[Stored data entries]
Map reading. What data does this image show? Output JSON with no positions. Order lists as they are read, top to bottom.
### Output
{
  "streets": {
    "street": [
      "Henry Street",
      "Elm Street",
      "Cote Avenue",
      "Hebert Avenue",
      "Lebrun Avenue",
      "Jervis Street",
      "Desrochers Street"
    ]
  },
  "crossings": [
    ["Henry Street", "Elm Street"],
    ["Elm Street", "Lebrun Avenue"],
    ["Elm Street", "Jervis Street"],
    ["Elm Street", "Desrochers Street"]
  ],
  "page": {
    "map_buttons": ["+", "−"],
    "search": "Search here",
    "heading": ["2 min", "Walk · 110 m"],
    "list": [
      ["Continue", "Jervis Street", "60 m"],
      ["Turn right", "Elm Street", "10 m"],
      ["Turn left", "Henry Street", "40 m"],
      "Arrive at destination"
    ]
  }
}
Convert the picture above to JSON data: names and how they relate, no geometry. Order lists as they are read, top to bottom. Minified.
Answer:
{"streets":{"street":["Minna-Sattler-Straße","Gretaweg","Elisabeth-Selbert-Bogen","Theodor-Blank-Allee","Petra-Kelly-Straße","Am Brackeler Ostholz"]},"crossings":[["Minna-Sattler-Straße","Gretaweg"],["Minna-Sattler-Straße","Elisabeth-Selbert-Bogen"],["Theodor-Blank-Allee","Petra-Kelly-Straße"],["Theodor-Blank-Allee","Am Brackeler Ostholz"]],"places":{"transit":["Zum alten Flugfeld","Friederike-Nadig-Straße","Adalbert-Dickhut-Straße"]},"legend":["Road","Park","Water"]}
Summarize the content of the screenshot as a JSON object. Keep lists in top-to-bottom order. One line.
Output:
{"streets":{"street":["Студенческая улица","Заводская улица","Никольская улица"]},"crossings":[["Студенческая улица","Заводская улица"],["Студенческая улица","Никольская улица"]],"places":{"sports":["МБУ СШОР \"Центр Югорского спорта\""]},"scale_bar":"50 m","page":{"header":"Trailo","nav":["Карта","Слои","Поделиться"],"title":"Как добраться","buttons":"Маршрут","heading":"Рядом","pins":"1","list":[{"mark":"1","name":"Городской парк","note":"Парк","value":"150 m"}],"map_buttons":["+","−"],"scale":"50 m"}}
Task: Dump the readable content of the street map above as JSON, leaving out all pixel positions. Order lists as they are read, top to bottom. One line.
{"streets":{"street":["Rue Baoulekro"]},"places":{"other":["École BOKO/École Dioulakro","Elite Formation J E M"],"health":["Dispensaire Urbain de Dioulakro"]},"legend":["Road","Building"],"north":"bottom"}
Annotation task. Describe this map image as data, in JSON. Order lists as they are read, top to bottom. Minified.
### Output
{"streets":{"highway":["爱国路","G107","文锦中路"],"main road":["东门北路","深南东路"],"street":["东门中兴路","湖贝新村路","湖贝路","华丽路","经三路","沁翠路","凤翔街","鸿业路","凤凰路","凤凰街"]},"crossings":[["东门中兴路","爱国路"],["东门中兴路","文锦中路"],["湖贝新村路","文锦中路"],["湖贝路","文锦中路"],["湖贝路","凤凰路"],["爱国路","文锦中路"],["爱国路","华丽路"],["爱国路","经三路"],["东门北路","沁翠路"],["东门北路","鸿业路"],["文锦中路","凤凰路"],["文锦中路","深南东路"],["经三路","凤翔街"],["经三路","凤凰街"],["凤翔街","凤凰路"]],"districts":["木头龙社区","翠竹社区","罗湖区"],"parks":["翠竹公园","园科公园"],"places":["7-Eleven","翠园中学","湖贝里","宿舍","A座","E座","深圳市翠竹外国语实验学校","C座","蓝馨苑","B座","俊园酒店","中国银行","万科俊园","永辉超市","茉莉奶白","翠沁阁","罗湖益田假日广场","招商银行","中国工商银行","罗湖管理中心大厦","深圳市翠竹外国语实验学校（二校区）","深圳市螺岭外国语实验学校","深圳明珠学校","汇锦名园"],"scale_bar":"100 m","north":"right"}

▶ Activity: Whenever a line includes the word "this", pull it out of the entries.

▶ Answer section:
Map reading. What data does this image show? Output JSON with no positions. Order lists as they are read, top to bottom.
Annotation task. Describe this map image as data, in JSON. Order lists as they are read, top to bottom. Minified.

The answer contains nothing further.